Overview
The Hadoop Distributed File System (HDFS) is a file system that supports large files and directory structures distributed across hundreds, or even thousands, of commodity DataNode hosts in a cluster. Previously, CTE could only protect directories and files on the local file system rather than the actual HDFS files and directories. Now, CTE can protect HDFS files and directories.
A CipherTrust Manager can:
-
Define an encryption policy for HDFS files and directories in HDFS name space.
-
Selectively encrypt HDFS folders with different keys providing multi-tenancy support.
-
Define user-based I/O access control rules for HDFS files in HDFS name space.
At the heart of an HDFS cluster is the NameNode that provides the framework to support a traditional hierarchical file and directory organization. The NameNode is a master server that manages the HDFS name space and regulates access to files by clients.
HDFS files are split into one or more data blocks that are distributed across DataNode hosts in a cluster. The NameNode maintains the namespace tree and the mapping of data blocks to DataNodes. To deploy CTE, install CTE on all of the NameNode and DataNode hosts in a cluster.
Overview of CTE on HDFS
The following sections list the high-level steps for implementing CTE protection on your HDFS. The process requires that the HDFS Administrator and CipherTrust Manager to work in tandem to complete separate tasks.
You can keep the HDFS cluster alive a active if you enable HDFS data replication and activate the nodes individually.

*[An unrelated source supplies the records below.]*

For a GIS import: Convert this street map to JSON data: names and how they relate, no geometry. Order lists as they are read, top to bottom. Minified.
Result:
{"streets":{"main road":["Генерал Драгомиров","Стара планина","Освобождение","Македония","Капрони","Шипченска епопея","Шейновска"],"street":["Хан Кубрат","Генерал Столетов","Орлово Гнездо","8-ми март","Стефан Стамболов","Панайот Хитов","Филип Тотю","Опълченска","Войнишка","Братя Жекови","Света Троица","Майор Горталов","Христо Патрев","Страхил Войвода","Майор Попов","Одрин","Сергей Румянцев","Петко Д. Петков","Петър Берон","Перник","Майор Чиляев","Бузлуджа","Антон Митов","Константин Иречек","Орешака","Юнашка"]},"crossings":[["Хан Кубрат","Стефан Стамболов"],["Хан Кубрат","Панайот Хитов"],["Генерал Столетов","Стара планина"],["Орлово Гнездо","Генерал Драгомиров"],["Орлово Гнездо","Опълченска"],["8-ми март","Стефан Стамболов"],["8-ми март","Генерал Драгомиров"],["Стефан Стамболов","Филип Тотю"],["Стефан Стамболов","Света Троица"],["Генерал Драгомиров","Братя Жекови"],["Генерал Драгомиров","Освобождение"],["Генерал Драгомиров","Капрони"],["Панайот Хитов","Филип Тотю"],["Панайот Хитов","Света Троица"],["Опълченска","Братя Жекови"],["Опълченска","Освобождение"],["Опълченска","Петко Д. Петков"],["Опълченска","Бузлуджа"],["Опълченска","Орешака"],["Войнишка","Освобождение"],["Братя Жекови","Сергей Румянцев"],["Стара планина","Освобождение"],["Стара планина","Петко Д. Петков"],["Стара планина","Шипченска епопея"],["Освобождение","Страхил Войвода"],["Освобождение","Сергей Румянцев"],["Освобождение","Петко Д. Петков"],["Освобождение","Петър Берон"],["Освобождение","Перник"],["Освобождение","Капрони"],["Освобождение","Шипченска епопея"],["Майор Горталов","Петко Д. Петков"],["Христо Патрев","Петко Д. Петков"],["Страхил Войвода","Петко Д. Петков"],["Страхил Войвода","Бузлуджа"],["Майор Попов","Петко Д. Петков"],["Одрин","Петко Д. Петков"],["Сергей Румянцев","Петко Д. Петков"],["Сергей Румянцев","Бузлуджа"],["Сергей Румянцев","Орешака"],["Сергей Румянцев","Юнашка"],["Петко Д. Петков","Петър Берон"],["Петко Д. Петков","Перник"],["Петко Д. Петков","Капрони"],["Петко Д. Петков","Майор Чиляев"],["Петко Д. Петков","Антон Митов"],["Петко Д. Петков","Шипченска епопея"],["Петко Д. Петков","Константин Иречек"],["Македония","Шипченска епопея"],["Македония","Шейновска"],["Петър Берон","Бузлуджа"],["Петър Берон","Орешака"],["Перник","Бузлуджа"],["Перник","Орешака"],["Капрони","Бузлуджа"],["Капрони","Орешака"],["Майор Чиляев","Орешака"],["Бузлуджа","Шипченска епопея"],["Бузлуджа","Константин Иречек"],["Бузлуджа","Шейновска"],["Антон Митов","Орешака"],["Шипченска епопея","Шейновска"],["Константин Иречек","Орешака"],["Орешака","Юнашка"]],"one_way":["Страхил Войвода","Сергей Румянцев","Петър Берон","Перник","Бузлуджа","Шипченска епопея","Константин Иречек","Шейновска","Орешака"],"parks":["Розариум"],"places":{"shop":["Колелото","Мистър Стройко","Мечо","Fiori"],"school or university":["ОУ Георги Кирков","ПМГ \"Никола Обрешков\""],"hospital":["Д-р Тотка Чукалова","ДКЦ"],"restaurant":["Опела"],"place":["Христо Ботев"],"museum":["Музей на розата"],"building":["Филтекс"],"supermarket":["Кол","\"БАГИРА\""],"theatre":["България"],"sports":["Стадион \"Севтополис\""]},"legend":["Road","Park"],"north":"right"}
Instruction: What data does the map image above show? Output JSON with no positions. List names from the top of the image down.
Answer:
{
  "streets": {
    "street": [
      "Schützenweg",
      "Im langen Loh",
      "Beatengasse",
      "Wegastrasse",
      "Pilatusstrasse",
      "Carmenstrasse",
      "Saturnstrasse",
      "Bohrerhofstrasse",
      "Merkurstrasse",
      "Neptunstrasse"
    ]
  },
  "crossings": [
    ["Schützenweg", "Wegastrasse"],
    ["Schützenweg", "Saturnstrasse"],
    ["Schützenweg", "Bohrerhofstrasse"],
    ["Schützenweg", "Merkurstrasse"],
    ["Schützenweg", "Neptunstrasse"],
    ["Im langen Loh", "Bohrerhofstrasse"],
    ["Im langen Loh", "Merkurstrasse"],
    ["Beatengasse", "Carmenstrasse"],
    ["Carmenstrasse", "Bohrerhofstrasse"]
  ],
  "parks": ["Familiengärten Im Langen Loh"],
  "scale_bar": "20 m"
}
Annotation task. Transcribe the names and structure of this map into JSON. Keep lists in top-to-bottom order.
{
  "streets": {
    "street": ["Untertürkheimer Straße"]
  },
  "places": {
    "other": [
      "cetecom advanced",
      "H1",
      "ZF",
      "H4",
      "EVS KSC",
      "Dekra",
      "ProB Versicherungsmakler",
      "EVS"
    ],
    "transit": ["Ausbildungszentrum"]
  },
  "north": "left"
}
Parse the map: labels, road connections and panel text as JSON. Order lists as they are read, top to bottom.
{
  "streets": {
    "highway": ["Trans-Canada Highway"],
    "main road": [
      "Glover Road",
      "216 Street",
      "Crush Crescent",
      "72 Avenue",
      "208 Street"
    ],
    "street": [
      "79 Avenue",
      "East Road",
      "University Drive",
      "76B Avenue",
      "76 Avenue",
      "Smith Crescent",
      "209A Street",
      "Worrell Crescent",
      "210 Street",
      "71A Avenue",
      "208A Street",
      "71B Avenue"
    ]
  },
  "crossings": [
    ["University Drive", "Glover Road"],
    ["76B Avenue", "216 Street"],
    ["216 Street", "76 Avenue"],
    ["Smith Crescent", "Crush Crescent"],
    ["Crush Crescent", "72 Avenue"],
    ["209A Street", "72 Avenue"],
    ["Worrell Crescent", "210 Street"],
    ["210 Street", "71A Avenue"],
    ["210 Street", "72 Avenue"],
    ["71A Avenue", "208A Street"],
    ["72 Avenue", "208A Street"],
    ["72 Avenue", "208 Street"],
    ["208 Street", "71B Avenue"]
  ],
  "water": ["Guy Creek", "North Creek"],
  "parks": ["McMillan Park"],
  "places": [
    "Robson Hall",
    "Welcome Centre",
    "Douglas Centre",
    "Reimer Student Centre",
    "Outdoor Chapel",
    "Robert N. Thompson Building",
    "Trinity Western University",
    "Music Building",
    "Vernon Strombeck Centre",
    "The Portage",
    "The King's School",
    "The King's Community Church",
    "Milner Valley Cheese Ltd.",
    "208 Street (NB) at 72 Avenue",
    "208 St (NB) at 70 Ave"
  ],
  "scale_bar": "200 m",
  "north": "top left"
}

Following are the high-level steps:
HDFS Administrator
-
Compile a list of directories specified by
dfs.datanode.data.dir
. If these directories do not already exist in the NameNode local file system, create them. -
Pass the directory list to the CipherTrust Manager.
-
Ask CipherTrust Manager to:
-
Add the NameNode to the HDFS host/client group.
-
Create a GuardPoint for the HDFS host/client group on each of these directories.
-
Administrator
-
Create an HDFS host/client group to contain the HDFS nodes.
-
Create a host/client group GuardPoint on each of the datanode directories obtained from the previous step.
-
Add the NameNode to the HDFS host/client group.
HDFS Administrator
-
For each DataNode, take the node offline and perform a data transformation.
-
Ask the Administrator to add the DataNode to the host group. (After the DataNode is added to the host group, it can be brought online.)
-
Repeat this process until all of the nodes have been encrypted and added to the HDFS Host Group.
-
Modify the host group policies to protect specific HDFS files and directories, as needed.